Achieving the right balance between the power of the States and the Commonwealth will be another key area of focus, says Professor Gallop, while the nation needs to develop a balanced approach to government that marries economics with social and environmental goals.

"Whether it is 18th century American revolutionaries, Catholic social theorists or modern federalists, I am interested in those who look for a balance in politics. Balance provides a middle way - a third way."

Finding a balance is an appropriate philosophy for a man whose life has been coloured by competing ideologies and frames of reference. Geoffrey Ian Gallop was born into a house divided along party political lines, his mother a staunch Labour trade-unionist and his father a Menzies devotee. The young Gallop began life as a "conservative and a small-l liberal", but in 1971 - under the influence of Gough Whitlam's radical reform agenda - he joined the Labor Party.

The next year he nudged out fellow student Kim Beazley to win a Rhodes Scholarship to Oxford. While studying for his politics, philosophy and economics degree he was an active Marxist, attending meetings and anti-Vietnam rallies. But after becoming uncomfortable with the "impatient and authoritarian" radical left, he turned to a broader range of conceptual thinkers that included Canadian philosopher Charles Taylor, liberal theologian John Robinson and political theorist Sir Bernard Crick.

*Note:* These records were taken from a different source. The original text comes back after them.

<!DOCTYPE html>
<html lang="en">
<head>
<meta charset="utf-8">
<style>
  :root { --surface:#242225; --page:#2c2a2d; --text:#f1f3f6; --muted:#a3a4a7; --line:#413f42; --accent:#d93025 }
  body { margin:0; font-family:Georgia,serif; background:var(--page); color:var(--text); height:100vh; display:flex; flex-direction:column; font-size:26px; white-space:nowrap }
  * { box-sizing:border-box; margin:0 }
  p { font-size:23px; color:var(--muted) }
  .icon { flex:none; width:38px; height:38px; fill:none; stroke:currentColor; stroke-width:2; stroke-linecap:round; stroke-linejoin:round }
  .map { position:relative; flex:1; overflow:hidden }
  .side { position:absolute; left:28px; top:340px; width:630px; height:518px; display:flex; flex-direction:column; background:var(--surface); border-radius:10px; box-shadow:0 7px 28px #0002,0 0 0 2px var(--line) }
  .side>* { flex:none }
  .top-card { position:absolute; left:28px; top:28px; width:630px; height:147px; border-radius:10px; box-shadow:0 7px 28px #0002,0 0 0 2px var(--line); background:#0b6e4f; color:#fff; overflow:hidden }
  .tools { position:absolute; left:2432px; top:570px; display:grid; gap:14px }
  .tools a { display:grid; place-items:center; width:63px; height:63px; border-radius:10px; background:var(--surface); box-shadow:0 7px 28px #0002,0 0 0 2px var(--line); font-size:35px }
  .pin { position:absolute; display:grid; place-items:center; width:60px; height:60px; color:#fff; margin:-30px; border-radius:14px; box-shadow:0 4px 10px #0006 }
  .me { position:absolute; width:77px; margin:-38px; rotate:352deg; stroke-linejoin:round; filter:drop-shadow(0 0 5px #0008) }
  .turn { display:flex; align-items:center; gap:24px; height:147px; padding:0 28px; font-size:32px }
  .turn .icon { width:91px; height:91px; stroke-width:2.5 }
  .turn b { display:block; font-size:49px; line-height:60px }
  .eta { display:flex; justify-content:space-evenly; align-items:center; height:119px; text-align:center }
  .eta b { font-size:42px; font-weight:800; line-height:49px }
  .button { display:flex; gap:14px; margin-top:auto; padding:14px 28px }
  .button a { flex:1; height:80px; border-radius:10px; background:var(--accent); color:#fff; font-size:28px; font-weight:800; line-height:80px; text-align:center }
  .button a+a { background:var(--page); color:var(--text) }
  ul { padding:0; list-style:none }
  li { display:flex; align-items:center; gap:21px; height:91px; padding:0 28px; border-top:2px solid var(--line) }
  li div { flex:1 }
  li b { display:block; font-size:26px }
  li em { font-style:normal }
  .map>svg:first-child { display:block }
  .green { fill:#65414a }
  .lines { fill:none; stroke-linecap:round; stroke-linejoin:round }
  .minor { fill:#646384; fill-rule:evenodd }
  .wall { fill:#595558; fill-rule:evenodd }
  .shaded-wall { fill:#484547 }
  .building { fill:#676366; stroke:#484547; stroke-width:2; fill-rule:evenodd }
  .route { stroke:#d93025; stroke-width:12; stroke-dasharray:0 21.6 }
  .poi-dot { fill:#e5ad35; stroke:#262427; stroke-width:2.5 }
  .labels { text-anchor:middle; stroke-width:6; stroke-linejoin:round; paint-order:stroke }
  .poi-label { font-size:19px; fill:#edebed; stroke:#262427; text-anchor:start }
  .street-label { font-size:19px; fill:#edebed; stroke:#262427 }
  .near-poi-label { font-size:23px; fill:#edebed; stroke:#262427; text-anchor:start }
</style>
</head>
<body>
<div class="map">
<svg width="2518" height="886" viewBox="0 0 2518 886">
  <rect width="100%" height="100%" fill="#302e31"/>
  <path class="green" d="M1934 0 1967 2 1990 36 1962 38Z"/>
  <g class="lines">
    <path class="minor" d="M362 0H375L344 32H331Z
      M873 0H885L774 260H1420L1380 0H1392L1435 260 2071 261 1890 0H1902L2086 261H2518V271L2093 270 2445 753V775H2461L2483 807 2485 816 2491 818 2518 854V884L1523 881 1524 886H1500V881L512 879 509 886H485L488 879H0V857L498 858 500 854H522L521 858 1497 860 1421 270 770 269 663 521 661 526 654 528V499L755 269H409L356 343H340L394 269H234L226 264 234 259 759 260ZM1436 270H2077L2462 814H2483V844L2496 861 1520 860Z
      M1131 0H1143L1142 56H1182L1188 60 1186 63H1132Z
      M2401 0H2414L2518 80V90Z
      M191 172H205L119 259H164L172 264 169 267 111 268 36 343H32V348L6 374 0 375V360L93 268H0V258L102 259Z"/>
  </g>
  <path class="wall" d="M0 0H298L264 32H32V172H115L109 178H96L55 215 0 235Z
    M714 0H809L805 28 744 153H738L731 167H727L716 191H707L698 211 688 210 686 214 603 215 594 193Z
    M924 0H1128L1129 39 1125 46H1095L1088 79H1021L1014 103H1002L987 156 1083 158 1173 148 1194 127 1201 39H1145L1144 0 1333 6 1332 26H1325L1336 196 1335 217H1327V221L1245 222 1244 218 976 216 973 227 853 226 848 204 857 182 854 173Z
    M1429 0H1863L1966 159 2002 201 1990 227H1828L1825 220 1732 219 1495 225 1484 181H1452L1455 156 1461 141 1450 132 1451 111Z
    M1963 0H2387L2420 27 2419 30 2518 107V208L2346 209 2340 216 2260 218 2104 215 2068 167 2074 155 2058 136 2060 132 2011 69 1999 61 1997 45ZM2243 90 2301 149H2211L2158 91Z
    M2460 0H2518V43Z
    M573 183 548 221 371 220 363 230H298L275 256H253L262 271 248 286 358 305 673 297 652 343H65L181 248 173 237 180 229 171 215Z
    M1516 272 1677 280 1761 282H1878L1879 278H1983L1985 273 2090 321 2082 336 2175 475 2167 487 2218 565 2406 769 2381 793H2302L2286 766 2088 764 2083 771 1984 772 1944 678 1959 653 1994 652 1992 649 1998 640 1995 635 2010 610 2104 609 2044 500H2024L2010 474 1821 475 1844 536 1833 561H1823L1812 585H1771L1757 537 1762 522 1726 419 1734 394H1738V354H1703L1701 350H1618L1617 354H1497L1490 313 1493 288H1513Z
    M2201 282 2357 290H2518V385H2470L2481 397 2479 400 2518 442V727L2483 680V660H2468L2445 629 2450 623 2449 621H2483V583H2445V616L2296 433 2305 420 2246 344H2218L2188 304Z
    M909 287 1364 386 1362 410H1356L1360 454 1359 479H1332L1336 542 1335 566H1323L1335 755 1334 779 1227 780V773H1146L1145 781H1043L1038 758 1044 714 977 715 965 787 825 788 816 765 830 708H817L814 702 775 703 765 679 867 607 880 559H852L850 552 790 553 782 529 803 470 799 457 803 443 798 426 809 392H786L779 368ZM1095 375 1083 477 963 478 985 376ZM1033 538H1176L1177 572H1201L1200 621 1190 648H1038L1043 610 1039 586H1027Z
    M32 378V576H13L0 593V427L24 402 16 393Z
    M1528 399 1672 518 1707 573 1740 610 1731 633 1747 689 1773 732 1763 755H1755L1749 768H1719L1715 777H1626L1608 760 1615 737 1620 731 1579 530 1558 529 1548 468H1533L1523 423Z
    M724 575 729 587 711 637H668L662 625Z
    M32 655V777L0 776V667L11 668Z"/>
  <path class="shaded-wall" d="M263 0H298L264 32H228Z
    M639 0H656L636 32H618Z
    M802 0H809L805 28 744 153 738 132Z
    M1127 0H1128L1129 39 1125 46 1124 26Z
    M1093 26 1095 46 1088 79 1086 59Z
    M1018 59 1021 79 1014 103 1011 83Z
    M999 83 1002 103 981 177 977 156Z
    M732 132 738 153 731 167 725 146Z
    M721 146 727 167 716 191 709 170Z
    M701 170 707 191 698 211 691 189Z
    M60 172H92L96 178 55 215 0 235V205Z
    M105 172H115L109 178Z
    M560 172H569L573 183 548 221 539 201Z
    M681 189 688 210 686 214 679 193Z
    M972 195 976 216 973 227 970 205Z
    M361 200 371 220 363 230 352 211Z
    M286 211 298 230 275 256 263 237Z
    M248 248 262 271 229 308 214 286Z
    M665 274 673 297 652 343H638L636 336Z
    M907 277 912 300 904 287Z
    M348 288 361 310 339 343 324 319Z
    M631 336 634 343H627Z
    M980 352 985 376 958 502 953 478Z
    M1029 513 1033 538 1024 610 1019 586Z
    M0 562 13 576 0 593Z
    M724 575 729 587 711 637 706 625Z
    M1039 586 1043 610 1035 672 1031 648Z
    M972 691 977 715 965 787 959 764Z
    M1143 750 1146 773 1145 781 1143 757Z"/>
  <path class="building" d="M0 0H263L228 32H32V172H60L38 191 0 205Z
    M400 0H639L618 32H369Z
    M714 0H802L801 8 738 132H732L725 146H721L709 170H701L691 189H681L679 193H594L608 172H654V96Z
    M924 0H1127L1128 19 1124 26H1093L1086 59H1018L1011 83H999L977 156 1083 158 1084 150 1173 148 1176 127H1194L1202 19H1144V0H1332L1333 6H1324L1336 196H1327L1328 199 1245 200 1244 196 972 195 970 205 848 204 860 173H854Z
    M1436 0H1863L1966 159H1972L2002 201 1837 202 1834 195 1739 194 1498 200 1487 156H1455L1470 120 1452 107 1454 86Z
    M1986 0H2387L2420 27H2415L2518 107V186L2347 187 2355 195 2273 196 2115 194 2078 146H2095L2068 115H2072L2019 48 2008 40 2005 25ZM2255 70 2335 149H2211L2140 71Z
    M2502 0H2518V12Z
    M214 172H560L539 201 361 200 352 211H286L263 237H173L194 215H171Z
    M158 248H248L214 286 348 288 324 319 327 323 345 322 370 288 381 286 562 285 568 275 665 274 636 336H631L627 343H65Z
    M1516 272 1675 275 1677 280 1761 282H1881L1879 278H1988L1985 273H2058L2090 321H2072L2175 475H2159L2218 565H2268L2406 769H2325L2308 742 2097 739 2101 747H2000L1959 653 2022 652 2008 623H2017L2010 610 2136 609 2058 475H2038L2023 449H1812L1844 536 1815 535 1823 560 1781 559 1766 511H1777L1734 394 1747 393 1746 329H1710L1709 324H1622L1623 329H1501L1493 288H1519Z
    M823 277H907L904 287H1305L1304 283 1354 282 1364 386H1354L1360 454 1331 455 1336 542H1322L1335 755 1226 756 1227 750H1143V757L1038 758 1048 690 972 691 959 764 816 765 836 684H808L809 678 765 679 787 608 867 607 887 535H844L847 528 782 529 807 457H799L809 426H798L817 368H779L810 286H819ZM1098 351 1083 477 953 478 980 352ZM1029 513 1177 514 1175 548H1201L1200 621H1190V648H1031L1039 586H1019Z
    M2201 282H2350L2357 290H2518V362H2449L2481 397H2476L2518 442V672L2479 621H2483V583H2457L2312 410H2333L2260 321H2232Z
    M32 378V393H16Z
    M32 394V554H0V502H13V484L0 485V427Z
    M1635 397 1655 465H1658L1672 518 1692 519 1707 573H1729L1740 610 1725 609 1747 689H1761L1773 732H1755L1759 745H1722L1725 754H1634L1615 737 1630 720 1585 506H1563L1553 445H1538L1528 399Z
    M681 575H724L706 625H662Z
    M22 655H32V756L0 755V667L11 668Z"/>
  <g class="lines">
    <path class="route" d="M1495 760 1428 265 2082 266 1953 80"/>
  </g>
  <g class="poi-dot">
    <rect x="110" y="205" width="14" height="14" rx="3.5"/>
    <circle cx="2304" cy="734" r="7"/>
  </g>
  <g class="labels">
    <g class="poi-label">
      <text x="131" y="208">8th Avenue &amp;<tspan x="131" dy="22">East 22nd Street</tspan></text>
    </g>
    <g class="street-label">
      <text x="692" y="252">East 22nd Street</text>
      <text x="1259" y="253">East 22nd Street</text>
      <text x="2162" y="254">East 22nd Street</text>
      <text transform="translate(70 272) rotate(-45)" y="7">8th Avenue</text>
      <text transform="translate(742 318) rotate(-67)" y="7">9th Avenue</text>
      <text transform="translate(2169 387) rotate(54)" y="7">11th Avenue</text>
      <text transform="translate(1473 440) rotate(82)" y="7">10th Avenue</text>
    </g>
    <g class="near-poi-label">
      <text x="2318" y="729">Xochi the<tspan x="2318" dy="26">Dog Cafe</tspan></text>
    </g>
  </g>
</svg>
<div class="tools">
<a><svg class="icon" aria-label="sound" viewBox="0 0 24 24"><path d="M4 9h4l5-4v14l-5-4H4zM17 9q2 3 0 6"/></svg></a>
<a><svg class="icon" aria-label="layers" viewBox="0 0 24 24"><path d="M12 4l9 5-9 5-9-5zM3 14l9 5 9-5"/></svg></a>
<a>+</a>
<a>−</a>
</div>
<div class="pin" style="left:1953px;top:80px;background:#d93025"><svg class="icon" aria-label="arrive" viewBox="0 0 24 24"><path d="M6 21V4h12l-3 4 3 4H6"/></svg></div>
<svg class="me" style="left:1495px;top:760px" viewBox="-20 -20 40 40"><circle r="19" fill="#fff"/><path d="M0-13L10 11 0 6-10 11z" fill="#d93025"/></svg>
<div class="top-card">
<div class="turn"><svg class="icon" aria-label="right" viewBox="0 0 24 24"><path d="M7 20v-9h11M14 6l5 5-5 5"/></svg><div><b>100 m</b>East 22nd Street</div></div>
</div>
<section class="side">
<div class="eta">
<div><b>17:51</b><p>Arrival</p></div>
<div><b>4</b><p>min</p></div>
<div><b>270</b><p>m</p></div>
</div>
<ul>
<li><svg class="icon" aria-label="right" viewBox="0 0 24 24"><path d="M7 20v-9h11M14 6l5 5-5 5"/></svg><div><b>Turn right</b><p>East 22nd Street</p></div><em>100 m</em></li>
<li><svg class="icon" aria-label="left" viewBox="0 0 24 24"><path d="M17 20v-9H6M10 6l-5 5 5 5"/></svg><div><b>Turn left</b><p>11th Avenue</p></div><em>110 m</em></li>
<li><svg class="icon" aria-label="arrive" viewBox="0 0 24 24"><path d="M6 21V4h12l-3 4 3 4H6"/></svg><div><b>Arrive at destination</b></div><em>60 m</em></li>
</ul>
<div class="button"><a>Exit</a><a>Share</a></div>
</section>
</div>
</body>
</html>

"In summary, you might say I went from Herbert Marcuse's One Dimensional Man to Crick's In Defence of Politics," he smiles. "Crick's book was pivotal because it defended a political way of looking at things. It meant accepting different points of view, and finding solutions to problems through dialogue."

After five years lecturing in politics and policy at Murdoch University, he decided to put his ideas into action, first standing for election as a local councillor then entering state politics in 1986. But while proud of his achievements as premier - "people say you can't achieve things in politics, but you can" - Professor Gallop is now genuinely excited about the return to academic life, which he says offers an under-recognised potential to change society.

"I think academics undersell themselves in the contribution they can make to public policy. Politicians are always looking for new ways to do things, there is a real opportunity for academics to have an influence if they're creative. There's a world there waiting for them."